▸ How to complete this task
Below are entries to examine: work out how many lines contain the word "space", and give only that number.

▸ Input data
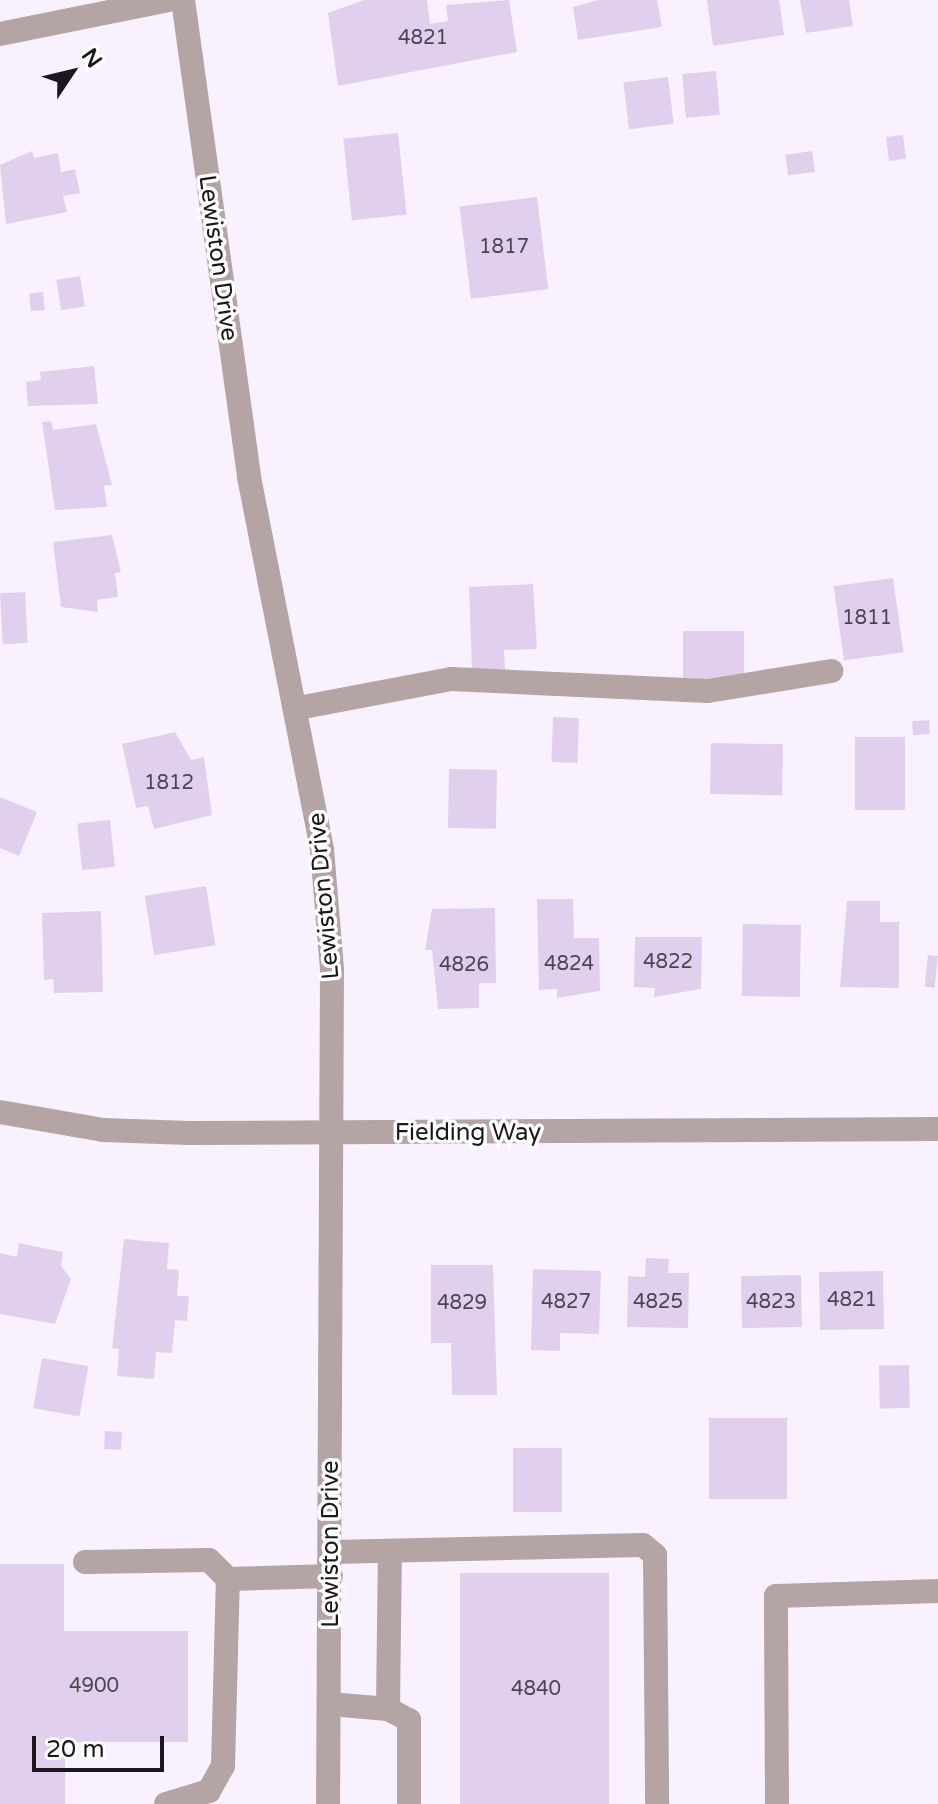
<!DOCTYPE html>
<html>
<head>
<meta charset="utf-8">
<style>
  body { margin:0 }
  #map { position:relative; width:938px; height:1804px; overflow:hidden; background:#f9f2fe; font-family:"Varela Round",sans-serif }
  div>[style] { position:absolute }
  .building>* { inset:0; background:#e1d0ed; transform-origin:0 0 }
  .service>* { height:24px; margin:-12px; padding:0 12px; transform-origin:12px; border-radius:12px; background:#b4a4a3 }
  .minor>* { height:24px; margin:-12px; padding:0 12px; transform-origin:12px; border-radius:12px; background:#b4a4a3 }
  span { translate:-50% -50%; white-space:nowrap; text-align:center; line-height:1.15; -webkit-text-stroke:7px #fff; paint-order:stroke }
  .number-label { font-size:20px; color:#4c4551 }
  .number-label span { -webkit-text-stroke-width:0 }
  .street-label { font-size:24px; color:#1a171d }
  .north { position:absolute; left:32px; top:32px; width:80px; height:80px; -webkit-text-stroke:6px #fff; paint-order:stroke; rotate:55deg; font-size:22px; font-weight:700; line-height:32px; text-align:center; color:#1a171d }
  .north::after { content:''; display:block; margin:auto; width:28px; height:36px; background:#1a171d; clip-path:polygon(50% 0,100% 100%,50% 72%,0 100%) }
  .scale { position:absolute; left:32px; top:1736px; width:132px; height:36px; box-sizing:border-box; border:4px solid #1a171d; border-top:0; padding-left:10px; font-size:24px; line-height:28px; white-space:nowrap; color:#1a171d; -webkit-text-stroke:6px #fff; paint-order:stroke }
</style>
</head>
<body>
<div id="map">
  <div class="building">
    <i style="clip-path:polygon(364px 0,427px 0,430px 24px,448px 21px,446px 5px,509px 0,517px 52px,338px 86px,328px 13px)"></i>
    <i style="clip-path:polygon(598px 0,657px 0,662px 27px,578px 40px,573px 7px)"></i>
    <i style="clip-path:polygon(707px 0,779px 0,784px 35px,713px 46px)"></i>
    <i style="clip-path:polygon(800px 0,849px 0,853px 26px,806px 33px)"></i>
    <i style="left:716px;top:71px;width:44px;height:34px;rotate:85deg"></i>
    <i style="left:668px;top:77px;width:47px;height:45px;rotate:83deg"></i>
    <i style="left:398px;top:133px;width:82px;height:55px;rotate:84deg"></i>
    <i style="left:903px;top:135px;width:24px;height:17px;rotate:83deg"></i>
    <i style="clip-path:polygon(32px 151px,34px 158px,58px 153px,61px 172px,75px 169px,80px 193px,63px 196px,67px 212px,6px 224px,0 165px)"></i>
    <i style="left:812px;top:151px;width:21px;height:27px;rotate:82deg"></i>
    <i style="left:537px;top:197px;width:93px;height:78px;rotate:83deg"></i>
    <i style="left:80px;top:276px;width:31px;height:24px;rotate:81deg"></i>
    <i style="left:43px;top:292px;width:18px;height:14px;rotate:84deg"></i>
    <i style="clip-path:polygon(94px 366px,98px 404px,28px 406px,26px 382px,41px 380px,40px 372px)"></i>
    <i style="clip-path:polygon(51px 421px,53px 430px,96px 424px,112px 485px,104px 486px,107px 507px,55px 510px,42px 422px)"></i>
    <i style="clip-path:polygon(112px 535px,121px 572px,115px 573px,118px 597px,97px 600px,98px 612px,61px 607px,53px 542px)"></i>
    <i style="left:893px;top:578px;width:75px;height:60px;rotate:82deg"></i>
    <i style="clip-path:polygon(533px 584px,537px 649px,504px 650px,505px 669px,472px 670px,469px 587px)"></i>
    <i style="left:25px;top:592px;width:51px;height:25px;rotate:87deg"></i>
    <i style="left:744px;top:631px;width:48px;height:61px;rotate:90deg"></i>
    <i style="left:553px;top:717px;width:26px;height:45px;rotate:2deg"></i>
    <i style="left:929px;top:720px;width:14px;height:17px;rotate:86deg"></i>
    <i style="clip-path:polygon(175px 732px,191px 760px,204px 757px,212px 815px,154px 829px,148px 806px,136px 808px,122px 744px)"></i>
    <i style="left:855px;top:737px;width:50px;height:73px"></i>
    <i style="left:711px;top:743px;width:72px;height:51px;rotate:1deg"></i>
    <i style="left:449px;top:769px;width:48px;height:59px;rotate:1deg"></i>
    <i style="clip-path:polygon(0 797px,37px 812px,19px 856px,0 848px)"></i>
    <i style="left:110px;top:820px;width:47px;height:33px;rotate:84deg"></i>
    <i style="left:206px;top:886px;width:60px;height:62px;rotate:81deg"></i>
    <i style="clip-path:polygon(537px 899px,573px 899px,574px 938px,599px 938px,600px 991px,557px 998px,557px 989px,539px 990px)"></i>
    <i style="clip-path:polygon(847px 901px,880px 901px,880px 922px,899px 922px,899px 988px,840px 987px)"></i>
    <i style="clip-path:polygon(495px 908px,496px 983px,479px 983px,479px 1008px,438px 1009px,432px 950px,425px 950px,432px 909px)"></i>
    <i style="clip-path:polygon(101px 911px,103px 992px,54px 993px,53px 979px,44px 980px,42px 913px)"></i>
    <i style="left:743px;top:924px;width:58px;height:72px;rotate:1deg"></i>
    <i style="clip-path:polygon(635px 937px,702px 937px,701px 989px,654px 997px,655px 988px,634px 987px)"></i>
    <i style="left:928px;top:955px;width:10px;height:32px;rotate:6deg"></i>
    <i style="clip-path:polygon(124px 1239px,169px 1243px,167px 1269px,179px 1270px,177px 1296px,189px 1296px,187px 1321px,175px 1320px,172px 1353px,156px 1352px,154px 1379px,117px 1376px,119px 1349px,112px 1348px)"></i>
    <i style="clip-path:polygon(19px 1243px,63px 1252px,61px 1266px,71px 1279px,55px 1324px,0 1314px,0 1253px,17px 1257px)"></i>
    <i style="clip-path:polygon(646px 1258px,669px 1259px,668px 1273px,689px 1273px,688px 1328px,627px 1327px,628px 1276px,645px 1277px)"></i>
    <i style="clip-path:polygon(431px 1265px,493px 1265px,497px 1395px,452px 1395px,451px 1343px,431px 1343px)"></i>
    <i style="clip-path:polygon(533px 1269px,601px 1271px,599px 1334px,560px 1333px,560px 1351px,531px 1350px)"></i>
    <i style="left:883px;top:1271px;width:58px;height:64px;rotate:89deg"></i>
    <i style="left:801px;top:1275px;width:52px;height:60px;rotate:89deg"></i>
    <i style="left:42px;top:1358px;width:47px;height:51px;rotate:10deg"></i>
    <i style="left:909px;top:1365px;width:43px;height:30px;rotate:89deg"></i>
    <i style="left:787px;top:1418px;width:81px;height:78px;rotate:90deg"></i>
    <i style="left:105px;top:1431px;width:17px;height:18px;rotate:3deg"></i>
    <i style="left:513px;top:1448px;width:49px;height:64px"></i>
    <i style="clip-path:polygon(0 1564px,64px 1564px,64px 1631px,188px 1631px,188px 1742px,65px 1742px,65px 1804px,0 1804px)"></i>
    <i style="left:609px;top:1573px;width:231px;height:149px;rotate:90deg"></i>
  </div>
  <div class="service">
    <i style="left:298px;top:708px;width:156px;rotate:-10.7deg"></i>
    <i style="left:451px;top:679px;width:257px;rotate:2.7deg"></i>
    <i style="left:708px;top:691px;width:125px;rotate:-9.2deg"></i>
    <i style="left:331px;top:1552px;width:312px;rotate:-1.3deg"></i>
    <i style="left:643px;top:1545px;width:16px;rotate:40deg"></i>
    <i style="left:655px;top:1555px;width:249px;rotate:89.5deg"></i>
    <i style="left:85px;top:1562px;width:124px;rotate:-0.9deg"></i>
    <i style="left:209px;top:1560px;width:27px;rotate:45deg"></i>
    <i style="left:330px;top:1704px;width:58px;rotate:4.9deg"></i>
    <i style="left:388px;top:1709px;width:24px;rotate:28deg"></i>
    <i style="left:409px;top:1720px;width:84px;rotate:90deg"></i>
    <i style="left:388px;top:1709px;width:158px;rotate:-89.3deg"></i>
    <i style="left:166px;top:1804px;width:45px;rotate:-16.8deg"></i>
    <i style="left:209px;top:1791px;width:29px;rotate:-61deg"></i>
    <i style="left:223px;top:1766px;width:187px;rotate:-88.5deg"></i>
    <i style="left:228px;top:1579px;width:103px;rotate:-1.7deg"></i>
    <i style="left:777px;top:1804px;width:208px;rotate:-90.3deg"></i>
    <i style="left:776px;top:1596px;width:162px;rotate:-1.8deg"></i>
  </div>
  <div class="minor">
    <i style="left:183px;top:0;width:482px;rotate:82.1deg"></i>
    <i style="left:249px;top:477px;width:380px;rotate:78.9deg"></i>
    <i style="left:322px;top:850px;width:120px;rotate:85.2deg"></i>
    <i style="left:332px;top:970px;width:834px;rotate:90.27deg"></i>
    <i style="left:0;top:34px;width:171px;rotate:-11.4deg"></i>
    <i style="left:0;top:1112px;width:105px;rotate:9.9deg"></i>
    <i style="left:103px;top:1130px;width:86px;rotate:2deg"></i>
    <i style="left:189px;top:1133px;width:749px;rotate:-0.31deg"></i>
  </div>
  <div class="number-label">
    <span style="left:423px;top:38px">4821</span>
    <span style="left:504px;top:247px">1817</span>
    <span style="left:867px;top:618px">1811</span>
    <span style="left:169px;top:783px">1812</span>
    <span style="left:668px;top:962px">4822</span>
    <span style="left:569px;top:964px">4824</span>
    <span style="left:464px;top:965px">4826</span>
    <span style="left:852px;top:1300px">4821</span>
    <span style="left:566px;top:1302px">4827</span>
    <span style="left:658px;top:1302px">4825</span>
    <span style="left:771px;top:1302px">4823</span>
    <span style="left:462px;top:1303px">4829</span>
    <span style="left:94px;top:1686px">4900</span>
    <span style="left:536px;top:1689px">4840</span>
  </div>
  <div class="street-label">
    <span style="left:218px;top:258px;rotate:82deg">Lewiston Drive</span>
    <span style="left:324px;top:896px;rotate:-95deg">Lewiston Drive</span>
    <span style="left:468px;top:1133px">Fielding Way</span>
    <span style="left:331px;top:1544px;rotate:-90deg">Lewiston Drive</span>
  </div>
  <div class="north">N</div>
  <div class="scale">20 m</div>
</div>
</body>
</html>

▸ Reply
2